Richard was released in February 1194 after payment of 100,000 marks, the first two-thirds of the king’s ransom. After a brief visit to England (March–May 1194) he returned to the Continent and devoted the next five years to the hard grind of recovering the territory lost so rapidly while he was in prison. By the end of 1198 Richard’s skilful diplomacy, fine generalship, and his greater resources meant that he had succeeded in recapturing almost everything that had been lost. Then, in April 1199, Richard died as the result of a wound suffered at the siege of Chalus-Chabrol (near Limoges) where he was engaged in suppressing a rebellion led by the count of Angoulême and the viscount of Limoges. In the Angevin–Capetian struggle this was to be the decisive turning-point.

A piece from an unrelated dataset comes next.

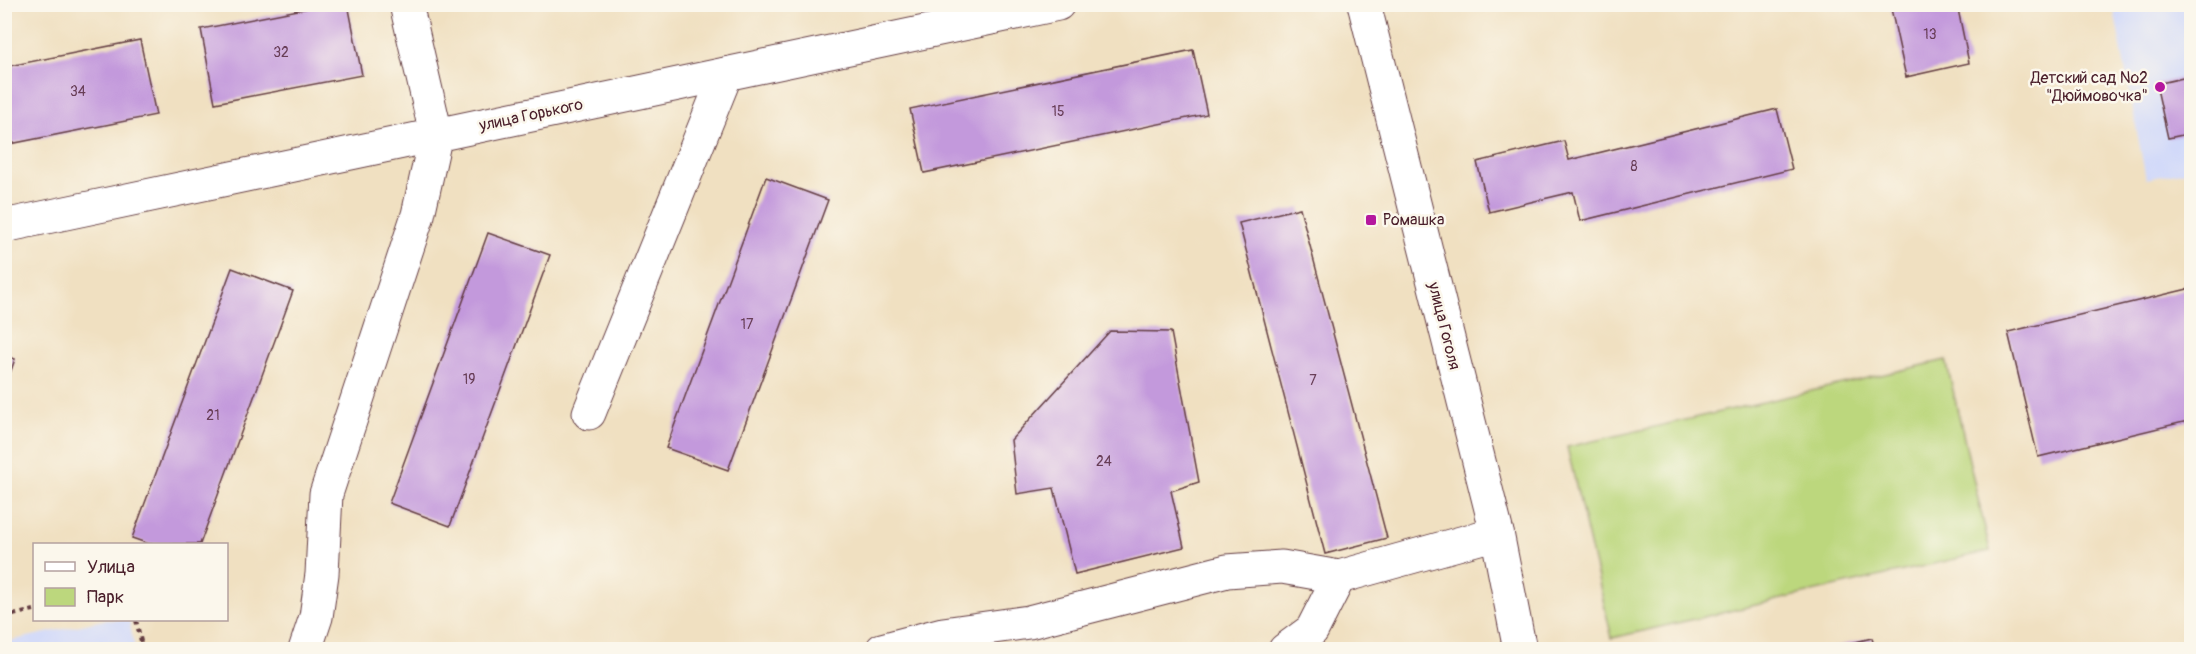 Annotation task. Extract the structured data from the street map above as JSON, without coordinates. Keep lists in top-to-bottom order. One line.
{"streets":{"street":["улица Горького","улица Гоголя"]},"places":{"other":["Детский сад №2 \"Дюймовочка\""],"transit":["Ромашка"]},"house_numbers":["13","32","34","15","8","17","19","7","21","24"],"legend":["Улица","Парк"]}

One of the marks of Richard’s greatness had been his ability to choose ministers, above all, Hubert Walter in England. As justiciar, archbishop of Canterbury, and papal legate Hubert Walter stood for harmonious co-operation between king and Church. In England, as in the other provinces of the Angevin Empire, Richard’s long absences meant the continuing development, under Walter’s supervision, of an effective machinery of central government. From the point of view of Richard’s subjects, this meant increasingly heavy taxation, but there is no evidence to suggest that the financial burdens of war had brought the Angevin Empire to the point of economic collapse.
John (1199–1216)
Richard left no legitimate children, and when he died the different parts of the Angevin Empire chose different successors. The barons of England and Normandy opted for John; Anjou, Maine, and Touraine preferred Arthur of Brittany, now 12 years old; Aquitaine continued to be held – on John’s behalf – by his mother, Eleanor (d. 1204). By May 1200 John had ousted Arthur and had established himself as lord of all the Angevin dominions, though at a heavy price – he abandoned his allies and he ceded the Vexin and Evreux to King Philip (treaty of Le Goulet, January 1200). Later that year his first marriage was annulled and he married Isabella of Angoulême. There were great strategic advantages to be gained from marrying the heiress to Angoulême and had John given her fiancé, Hugh of Lusignan, adequate compensation, all might yet have been well. As it was, this marriage set in motion a train of events which led to Hugh appealing to the court of France and, in 1202, to Philip’s declaration that all John’s Continental dominions – the lands which he held as fiefs of the king of France – were forfeit. By his tactless treatment of the leading barons of Anjou and Poitou John threw away all the advantages he won when he captured Arthur at Mirebeau (July 1202); the well-founded rumour that he was responsible for his nephew’s murder (April 1203) further undermined an already shaky reputation. In an atmosphere of suspicion and fear John found it impossible to organize an effective defence. In December 1203 he threw in the towel and withdrew to England. Philip overran Normandy, Anjou, Maine, Touraine, and all of Poitou except for La Rochelle. These humiliating military reverses earned for John a new nickname. ‘Lackland’ now became ‘Soft-sword’.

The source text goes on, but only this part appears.